### Your objective
From the entries below, please output exactly the lines starting at the one containing "display:grid; place-items:center; width:45px;" and ending at the one containing "border:8px solid #d22;", both included.

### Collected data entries

•••

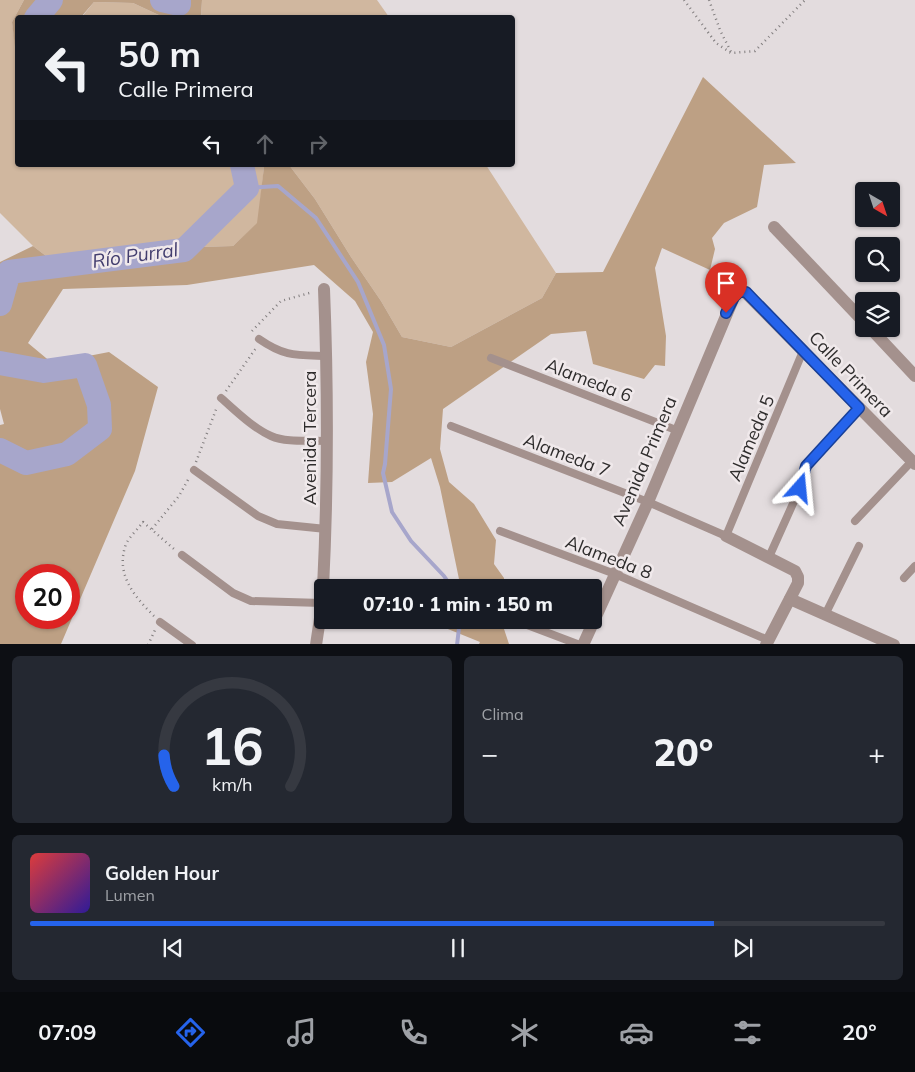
<!DOCTYPE html>
<html lang="es">
<head>
<meta charset="utf-8">
<style>
	body { margin:0; font-family:Mulish,sans-serif; background:#242831; color:#f1f3f6; height:100vh; display:flex; flex-direction:column; font-size:19px; white-space:nowrap }
	* { box-sizing:border-box; margin:0 }
	p { font-size:16px; color:#9ea1a6 }
	.icon { flex:none; width:28px; height:28px; fill:none; stroke:currentColor; stroke-width:2; stroke-linecap:round; stroke-linejoin:round }
	.map { position:relative; height:644px; overflow:hidden }
	.sheet { display:flex; flex-direction:column; gap:12px; padding:12px; background:#0d0f14; flex:1 }
	.sheet>* { flex:none }
	.top-card { position:absolute; left:15px; top:15px; width:500px; height:152px; border-radius:5px; box-shadow:0 1px 4px #0004; background:#171b24; color:#f1f3f6; overflow:hidden }
	.needle { width:32px; rotate:141deg }
	.buttons { position:absolute; left:855px; top:182px; display:grid; gap:10px }
	.buttons a { display:grid; place-items:center; width:45px; height:45px; border-radius:5px; background:#171b24; box-shadow:0 1px 4px #0004; font-size:25px }
	.speed { position:absolute; left:15px; top:564px; display:flex; gap:10px; font-size:25px; font-weight:700; text-align:center }
	.speed>* { display:grid; place-content:center; width:65px; height:65px; border-radius:50%; background:#171b24; box-shadow:0 1px 4px #0004; line-height:1 }
	.speed .limit { border:8px solid #d22; background:#fff; color:#111 }
	.pin { position:absolute; display:grid; place-items:center; width:42px; height:42px; color:#fff; margin:-51px -21px; border-radius:50% 50% 50% 0; rotate:-45deg; box-shadow:0 0 5px #0007 }
	.pin .icon { rotate:45deg }
	.me { position:absolute; width:55px; margin:-28px; rotate:18deg; stroke-linejoin:round; filter:drop-shadow(0 0 4px #0008) }
	.turn { display:flex; align-items:center; gap:18px; height:105px; padding:0 20px; font-size:22px }
	.turn .icon { width:65px; height:65px; stroke-width:2.5 }
	.turn b { display:block; font-size:35px; line-height:42px }
	.lanes { display:flex; align-items:center; height:48px; padding:0 20px; background:#0003; justify-content:center; gap:25px; direction:ltr }
	.lanes .off { opacity:.35 }
	.big { font-size:38px; font-weight:800; line-height:1.1 }
	.sheet .widget { flex:1; display:flex; flex-direction:column; justify-content:center; gap:8px; min-width:0; padding:0 18px; border-radius:8px; background:#242831 }
	.sheet .dial { align-items:center; gap:0 }
	.dial svg { height:130px; overflow:visible; fill:none; stroke:#363941; stroke-width:7; stroke-linecap:round; text-anchor:middle }
	.dial text { fill:#f1f3f6; stroke:none }
	.song { display:flex; align-items:center; gap:15px }
	.cover { width:60px; height:60px; border-radius:8px; background:linear-gradient(135deg,hsl(0 70% 55%),hsl(250 70% 35%)) }
	.played { height:5px; border-radius:2px; background:linear-gradient(90deg,#2563eb 80%,#363941 80%) }
	.keys { display:flex; justify-content:space-around; direction:ltr }
	.heat { display:flex; justify-content:space-between; align-items:center; font-size:28px; direction:ltr }
	.sheet .tiles { flex:1; display:grid; gap:12px; grid-template-columns:1fr 1fr }
	.widget:last-child { grid-column:span 2 }
	.trip { position:absolute; left:314px; top:579px; width:288px; height:50px; border-radius:5px; background:#171b24; box-shadow:0 1px 4px #0004; font-weight:800; line-height:50px; text-align:center }
	.menu { display:flex; height:80px; justify-content:space-around; align-items:center; background:#090b0e; color:#9ea1a6 }
	.menu .icon { width:35px; height:35px }
	.menu .on { color:#2563eb }
	.menu b { font-size:22px; color:#f1f3f6 }
	.map>svg:first-child { display:block }
	.green { fill:#d0b79f }
	.forest { fill:#bda084; fill-rule:evenodd }
	.lines { fill:none; stroke-linecap:round; stroke-linejoin:round }
	.stream { stroke:#a7a6cb; stroke-width:4 }
	.river { stroke:#a7a6cb; stroke-width:24 }
	.path { stroke:#817d7e; stroke-width:2.5; stroke-dasharray:1 4; stroke-linecap:butt }
	.service { stroke:#a4918d; stroke-width:8 }
	.minor { stroke:#a4918d; stroke-width:12 }
	.route-casing { stroke:#184099; stroke-width:12 }
	.route { stroke:#2563eb; stroke-width:9 }
	.labels { text-anchor:middle; dominant-baseline:central; stroke-width:5; stroke-linejoin:round; paint-order:stroke }
	.street-label { font-size:18px; fill:#2f2d2d; stroke:#f0e9eb }
	.water-label { font-size:19px; font-style:italic; fill:#423d6e; stroke:#f0e9eb }
</style>
</head>
<body>
<div class="map">
<svg width="915" height="645" viewBox="0 0 915 645">
	<rect width="100%" height="100%" fill="#e3dcde"/>
	<g class="green">
		<polygon points="0,0 24,0 12,22 18,63 18,165 272,165 264,167 258,223 233,246 102,250 46,256 33,246 0,213"/>
		<polygon points="202,0 377,0 389,17 201,18"/>
		<polygon points="94,2 133,3 163,17 81,18"/>
		<polygon points="289,165 486,165 556,273 542,298 451,347 402,337 381,301 351,257 315,199"/>
	</g>
	<g class="forest">
		<polygon points="24,0 202,0 201,17 163,17 133,3 94,2 81,17 18,18 17,63 12,22"/>
		<path d="M703,77L796,163L764,165L757,207L724,223L712,238L715,249L710,270L662,248L655,268L666,336L665,366L655,365L644,379L593,364L586,331L551,334L443,409L440,449L449,482L474,504L496,540L494,564L504,578V587H458L460,584L440,487L431,458L392,482L368,483L373,414L366,362L373,332L355,301L314,265L187,285L63,289L28,343L52,363L109,352L158,387L135,471L61,644L0,645V425L4,424L0,409V262L33,246L46,256L102,250L233,246L257,223L264,167L272,165H289L315,199L351,257L381,301L402,337L451,347L542,298L556,273L603,272ZM26,575H69V618H26Z"/>
		<polygon points="441,620 503,620 503,626 509,644 479,644 480,642 438,625"/>
	</g>
	<g class="lines">
		<g class="stream">
			<polyline points="247,188 278,186 316,218 358,282 384,345 391,389 385,464 383,473 392,512 411,541 444,576 452,588"/>
			<polyline points="457,645 460,620"/>
		</g>
		<g class="river">
			<polyline points="162,0 179,4 179,0"/>
			<polyline points="36,18 51,0"/>
			<polyline points="0,304 9,272 184,250 247,188 242,165"/>
			<polyline points="0,363 44,371 85,365 99,405 100,429 67,454 26,463 0,450"/>
		</g>
		<g class="path">
			<polyline points="684,0 716,43 731,53 755,51 805,0"/>
			<polyline points="709,0 720,30 731,52"/>
			<polyline points="252,331 281,301 313,292"/>
			<polyline points="226,391 256,348"/>
			<polyline points="196,462 217,407"/>
			<polyline points="152,529 179,496 189,478"/>
			<path d="M154,616C134,596 115,574 126,544C130,536 138,529 143,522L174,549"/>
			<polyline points="148,645 155,630"/>
		</g>
		<g class="service">
			<path d="M259,339C285,357 296,355 327,356"/>
			<polyline points="491,358 676,430"/>
			<path d="M221,398C236,411 253,428 271,436C287,443 309,440 326,441"/>
			<polyline points="451,426 648,502 726,536 803,351"/>
			<polyline points="194,470 258,516 277,524 326,529"/>
			<polyline points="855,521 912,461"/>
			<polyline points="500,531 615,574 768,640"/>
			<polyline points="182,555 233,593 251,601 322,603"/>
			<polyline points="769,557 800,488 806,466 859,408"/>
			<polyline points="904,578 915,566"/>
			<polyline points="825,615 859,546"/>
			<polyline points="514,620 580,645"/>
			<polyline points="160,622 192,645"/>
		</g>
		<g class="minor">
			<polyline points="774,227 864,322"/>
			<polyline points="871,329 915,376"/>
			<polyline points="726,536 795,571 798,577 798,583 766,645"/>
			<path d="M323,588C328,488 328,388 324,289"/>
			<polyline points="790,599 894,645"/>
			<polyline points="316,645 322,605"/>
			<polyline points="583,645 648,502 734,297 739,292 745,292 915,464"/>
		</g>
	</g>
	<g class="lines">
		<g class="route-casing">
			<polyline id="route" points="726,313 734,297 739,292 746,292 859,408 806,466 800,488"/>
		</g>
		<use href="#route" class="route"/>
	</g>
	<g class="labels">
		<g class="street-label">
			<text transform="translate(851 374) rotate(46)">Calle Primera</text>
			<text transform="translate(589 380) rotate(21)">Alameda 6</text>
			<text transform="translate(309 438) rotate(-90)">Avenida Tercera</text>
			<text transform="translate(751 438) rotate(-67)">Alameda 5</text>
			<text transform="translate(567 455) rotate(21)">Alameda 7</text>
			<text transform="translate(644 461) rotate(-67)">Avenida Primera</text>
			<text transform="translate(609 557) rotate(21)">Alameda 8</text>
		</g>
		<g class="water-label">
			<text transform="translate(135 255) rotate(-8)">Río Purral</text>
		</g>
	</g>
</svg>
<div class="buttons">
<a><svg class="needle" viewBox="-14 -14 28 28"><path d="M0-13l5 13h-10z" fill="#e53935"/><path d="M0 13l5-13h-10z" fill="#9ea1a6"/></svg></a>
<a><svg class="icon" aria-label="search" viewBox="0 0 24 24"><circle cx="10" cy="10" r="6"/><path d="M15 15l6 6"/></svg></a>
<a><svg class="icon" aria-label="layers" viewBox="0 0 24 24"><path d="M12 4l9 5-9 5-9-5zM3 14l9 5 9-5"/></svg></a>
</div>
<div class="speed"><div class="limit">20</div></div>
<div class="pin" style="left:726px;top:313px;background:#d93025"><svg class="icon" aria-label="arrive" viewBox="0 0 24 24"><path d="M6 21V4h12l-3 4 3 4H6"/></svg></div>
<svg class="me" style="left:800px;top:488px" viewBox="-20 -20 40 40"><path d="M0-17L14 15 0 8-14 15z" fill="#2563eb" stroke="#fff" stroke-width="4"/></svg>
<div class="trip">07:10 · 1 min · 150 m</div>
<div class="top-card">
<div class="turn"><svg class="icon" aria-label="left" viewBox="0 0 24 24"><path d="M17 20v-9H6M10 6l-5 5 5 5"/></svg><div><b>50 m</b>Calle Primera</div></div>
<div class="lanes"><svg class="icon" aria-label="left" viewBox="0 0 24 24"><path d="M17 20v-9H6M10 6l-5 5 5 5"/></svg><svg class="icon off" aria-label="ahead" viewBox="0 0 24 24"><path d="M12 20V5M6 11l6-6 6 6"/></svg><svg class="icon off" aria-label="right" viewBox="0 0 24 24"><path d="M7 20v-9h11M14 6l5 5-5 5"/></svg></div>
</div>
</div>
<section class="sheet">
<div class="tiles">
<div class="widget dial"><svg viewBox="0 0 100 80">
<path d="M14 69A42 42 0 1 1 86 69"/>
<path d="M14 69A42 42 0 0 1 8 50" stroke="#2563eb"/>
<text x="50" y="56" font-size="32" font-weight="700">16</text>
<text x="50" y="72" font-size="11">km/h</text>
</svg></div>
<div class="widget"><p>Clima</p>
<div class="heat"><a>−</a><b class="big">20°</b><a>+</a></div>
</div>
<div class="widget">
<div class="song"><i class="cover"></i><div><b>Golden Hour</b><p>Lumen</p></div></div>
<div class="played"></div>
<div class="keys"><svg class="icon" aria-label="previous" viewBox="0 0 24 24"><path d="M18 5L8 12l10 7zM5 5v14"/></svg><svg class="icon" aria-label="pause" viewBox="0 0 24 24"><path d="M8 5v14M16 5v14"/></svg><svg class="icon" aria-label="next" viewBox="0 0 24 24"><path d="M6 5l10 7-10 7zM19 5v14"/></svg></div>
</div>
</div>
</section>
<nav class="menu">
<b>07:09</b>
<svg class="icon on" aria-label="directions" viewBox="0 0 24 24"><path d="M12 3l9 9-9 9-9-9zM9 14v-3h6M13 9l2 2-2 2"/></svg>
<svg class="icon" aria-label="music" viewBox="0 0 24 24"><path d="M9 18V5l10-2v13"/><circle cx="6" cy="18" r="3"/><circle cx="16" cy="16" r="3"/></svg>
<svg class="icon" aria-label="phone" viewBox="0 0 24 24"><path d="M5 4h4l2 5-3 2q2 4 5 5l2-3 5 2v4C11 20 4 13 5 4z"/></svg>
<svg class="icon" aria-label="climate" viewBox="0 0 24 24"><path d="M12 3v18M4 7l16 10M4 17L20 7"/></svg>
<svg class="icon" aria-label="car" viewBox="0 0 24 24"><path d="M5 17H2v-5l4-1 3-4h7l3 4 3 1v5h-3M9 17h6M6 11h13"/><circle cx="7" cy="17" r="2"/><circle cx="17" cy="17" r="2"/></svg>
<svg class="icon" aria-label="filters" viewBox="0 0 24 24"><path d="M4 7h16M4 17h16"/><circle cx="9" cy="7" r="2"/><circle cx="15" cy="17" r="2"/></svg>
<b>20°</b>
</nav>
</body>
</html>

•••

### Reply to the task
	.buttons a { display:grid; place-items:center; width:45px; height:45px; border-radius:5px; background:#171b24; box-shadow:0 1px 4px #0004; font-size:25px }
	.speed { position:absolute; left:15px; top:564px; display:flex; gap:10px; font-size:25px; font-weight:700; text-align:center }
	.speed>* { display:grid; place-content:center; width:65px; height:65px; border-radius:50%; background:#171b24; box-shadow:0 1px 4px #0004; line-height:1 }
	.speed .limit { border:8px solid #d22; background:#fff; color:#111 }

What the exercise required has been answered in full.